Firestore - how to structure a feed and follow system

I've seen your question a little later but I will also try to provide you the best database structure I can think of. So hope you'll find this answer useful.

I'm thinking of a schema that has there three top-level collections for users, users that a user is following and posts:

Firestore-root
   |
   --- users (collection)
   |     |
   |     --- uid (documents)
   |          |
   |          --- name: "User Name"
   |          |
   |          --- email: "[email protected]"
   |
   --- following (collection)
   |      |
   |      --- uid (document)
   |           |
   |           --- userFollowing (collection)
   |                 |
   |                 --- uid (documents)
   |                 |
   |                 --- uid (documents)
   |
   --- posts (collection)
         |
         --- uid (documents)
              |
              --- userPosts (collection)
                    |
                    --- postId (documents)
                    |     |
                    |     --- title: "Post Title"
                    |     |
                    |     --- date: September 03, 2018 at 6:16:58 PM UTC+3
                    |
                    --- postId (documents)
                          |
                          --- title: "Post Title"
                          |
                          --- date: September 03, 2018 at 6:16:58 PM UTC+3

if someone have 10,000 followers than a new post was added to all of the 10,000 follower's Timeline.

That will be no problem at all because this is the reason the collections are ment in Firestore.
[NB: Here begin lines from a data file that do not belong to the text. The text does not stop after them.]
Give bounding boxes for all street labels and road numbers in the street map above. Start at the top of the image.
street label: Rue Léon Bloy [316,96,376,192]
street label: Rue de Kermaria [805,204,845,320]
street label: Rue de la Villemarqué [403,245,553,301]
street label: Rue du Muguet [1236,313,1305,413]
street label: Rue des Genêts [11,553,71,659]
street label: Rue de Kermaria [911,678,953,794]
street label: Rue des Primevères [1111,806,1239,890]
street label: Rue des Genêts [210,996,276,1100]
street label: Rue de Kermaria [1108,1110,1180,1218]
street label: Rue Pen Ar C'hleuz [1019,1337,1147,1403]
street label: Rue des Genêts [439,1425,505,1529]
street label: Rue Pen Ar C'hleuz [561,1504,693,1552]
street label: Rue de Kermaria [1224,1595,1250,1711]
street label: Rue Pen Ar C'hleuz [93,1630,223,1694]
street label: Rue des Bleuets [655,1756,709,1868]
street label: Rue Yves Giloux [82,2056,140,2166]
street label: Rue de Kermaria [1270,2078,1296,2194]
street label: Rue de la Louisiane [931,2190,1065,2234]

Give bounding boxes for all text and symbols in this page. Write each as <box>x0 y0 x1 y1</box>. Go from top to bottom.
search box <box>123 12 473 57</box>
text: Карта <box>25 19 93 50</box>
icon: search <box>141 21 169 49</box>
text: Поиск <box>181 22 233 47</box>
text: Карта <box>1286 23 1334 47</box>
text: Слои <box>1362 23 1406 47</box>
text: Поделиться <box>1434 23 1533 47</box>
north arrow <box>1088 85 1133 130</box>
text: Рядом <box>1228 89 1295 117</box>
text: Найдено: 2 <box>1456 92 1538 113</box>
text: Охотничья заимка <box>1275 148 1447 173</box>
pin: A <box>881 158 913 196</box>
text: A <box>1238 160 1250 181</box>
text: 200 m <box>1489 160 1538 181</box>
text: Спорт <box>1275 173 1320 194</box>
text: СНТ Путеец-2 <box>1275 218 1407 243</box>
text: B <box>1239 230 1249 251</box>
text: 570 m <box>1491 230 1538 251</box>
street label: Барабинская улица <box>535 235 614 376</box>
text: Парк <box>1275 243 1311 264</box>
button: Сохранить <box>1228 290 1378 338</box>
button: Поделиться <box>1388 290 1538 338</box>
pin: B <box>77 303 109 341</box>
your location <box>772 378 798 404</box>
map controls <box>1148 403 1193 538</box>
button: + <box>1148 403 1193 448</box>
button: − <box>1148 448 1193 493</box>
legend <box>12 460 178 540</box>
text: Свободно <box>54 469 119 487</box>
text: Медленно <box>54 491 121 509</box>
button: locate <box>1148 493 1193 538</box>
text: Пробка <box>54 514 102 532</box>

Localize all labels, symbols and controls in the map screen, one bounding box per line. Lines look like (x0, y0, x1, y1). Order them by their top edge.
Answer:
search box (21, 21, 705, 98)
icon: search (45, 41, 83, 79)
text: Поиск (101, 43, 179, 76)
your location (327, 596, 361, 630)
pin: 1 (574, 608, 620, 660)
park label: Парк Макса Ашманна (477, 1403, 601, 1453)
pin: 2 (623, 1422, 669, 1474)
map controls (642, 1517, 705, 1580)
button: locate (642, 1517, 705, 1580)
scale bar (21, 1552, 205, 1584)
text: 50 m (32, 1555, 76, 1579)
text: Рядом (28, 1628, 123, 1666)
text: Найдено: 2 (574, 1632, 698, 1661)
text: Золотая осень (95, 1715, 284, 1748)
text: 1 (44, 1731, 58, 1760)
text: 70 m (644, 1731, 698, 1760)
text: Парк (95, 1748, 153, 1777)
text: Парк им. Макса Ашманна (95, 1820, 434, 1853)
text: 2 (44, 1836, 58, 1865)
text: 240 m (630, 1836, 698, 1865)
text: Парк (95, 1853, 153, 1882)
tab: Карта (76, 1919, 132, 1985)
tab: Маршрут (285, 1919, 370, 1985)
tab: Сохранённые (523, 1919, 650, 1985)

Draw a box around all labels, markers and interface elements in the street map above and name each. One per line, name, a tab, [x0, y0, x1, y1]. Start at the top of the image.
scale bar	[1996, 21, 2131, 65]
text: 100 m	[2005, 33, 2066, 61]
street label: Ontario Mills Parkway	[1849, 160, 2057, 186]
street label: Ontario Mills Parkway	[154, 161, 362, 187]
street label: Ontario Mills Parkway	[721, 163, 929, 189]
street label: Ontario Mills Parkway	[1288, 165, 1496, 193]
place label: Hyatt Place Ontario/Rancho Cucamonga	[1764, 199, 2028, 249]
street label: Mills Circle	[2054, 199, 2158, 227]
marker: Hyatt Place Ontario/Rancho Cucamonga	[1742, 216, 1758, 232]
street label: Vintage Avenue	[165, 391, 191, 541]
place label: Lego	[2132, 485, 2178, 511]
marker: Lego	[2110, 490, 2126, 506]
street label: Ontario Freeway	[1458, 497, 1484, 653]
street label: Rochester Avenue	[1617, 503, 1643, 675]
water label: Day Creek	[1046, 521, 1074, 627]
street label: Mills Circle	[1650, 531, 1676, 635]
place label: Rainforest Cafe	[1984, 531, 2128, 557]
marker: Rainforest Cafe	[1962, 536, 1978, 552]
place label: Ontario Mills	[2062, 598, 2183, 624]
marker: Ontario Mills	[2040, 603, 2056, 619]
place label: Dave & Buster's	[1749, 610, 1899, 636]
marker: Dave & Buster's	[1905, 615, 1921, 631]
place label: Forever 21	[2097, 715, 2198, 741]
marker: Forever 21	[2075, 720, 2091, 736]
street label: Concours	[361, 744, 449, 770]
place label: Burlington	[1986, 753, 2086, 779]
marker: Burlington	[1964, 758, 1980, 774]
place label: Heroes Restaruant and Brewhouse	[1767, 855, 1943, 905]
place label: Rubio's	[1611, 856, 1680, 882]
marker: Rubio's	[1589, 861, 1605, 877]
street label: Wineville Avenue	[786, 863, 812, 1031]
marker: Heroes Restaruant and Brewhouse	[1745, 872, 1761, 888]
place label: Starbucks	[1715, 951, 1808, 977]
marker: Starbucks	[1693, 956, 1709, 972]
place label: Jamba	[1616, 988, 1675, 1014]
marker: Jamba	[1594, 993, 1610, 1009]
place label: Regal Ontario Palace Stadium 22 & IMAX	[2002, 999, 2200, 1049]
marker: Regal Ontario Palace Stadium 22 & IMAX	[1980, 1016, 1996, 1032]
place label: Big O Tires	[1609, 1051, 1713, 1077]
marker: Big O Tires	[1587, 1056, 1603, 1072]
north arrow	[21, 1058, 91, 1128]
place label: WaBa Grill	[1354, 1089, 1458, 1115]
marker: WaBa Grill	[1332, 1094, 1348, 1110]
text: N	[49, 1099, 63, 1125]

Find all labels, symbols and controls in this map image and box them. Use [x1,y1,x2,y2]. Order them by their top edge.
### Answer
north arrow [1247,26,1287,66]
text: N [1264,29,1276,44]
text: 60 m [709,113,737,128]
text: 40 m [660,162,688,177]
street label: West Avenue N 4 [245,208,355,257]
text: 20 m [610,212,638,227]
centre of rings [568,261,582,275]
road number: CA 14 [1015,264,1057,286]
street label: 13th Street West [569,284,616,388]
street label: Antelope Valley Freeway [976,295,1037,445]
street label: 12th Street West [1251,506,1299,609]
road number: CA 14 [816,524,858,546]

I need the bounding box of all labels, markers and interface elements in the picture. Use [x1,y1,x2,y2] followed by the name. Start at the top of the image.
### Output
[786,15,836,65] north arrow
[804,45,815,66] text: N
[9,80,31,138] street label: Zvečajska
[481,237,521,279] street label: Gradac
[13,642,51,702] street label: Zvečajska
According to the official documentation of modeling a Cloud Firestore database:

Cloud Firestore is optimized for storing large collections of small documents.

This is the reason I have added userFollowing as a collection and not as a simple object/map that can hold other objects. Remember, the maximum size of a document according to the official documentation regarding limits and quota is 1 MiB (1,048,576 bytes). In the case of collection, there is no limitation regarding the number of documents beneath a collection. In fact, for this kind of structure is Firestore optimized for.

So having those 10,000 followers in this manner, will work perfectly fine. Furthermore, you can query the database in such a manner that will be no need to copy anything anywhere.

As you can see, the database is pretty much denormalized allowing you to query it very simple. Let's take some example but before let's create a connection to the database and get the uid of the user using the following lines of code:

FirebaseFirestore rootRef = FirebaseFirestore.getInstance();
String uid = FirebaseAuth.getInstance().getCurrentUser().getUid();

If you want to query the database to get all the users a user is following, you can use a get() call on the following reference:

CollectionReference userFollowingRef = rootRef.collection("following/" + uid + "/userFollowing");

So in this way, you can get all user objects a user is following. Having their uid's you can simply get all their posts.

Let's say you want to get on your timeline the latest three posts of every user. The key for solving this problem, when using very large data sets is to load the data in smaller chunks. I have explained in my answer from this post a recommended way in which you can paginate queries by combining query cursors with the limit() method. I also recommend you take a look at this video for a better understanding. So to get the latest three posts of every user, you should consider using this solution. So first you need to get the first 15 user objects that you are following and then based on their uid, to get their latest three posts. To get the latest three posts of a single user, please use the following query:

Query query = rootRef.collection("posts/" + uid + "/userPosts").orderBy("date", Query.Direction.DESCENDING)).limit(3);

As you are scrolling down, load other 15 user objects and get their latest three posts and so on. Beside the date you can also add other properties to your post object, like the number of likes, comments, shares and so on.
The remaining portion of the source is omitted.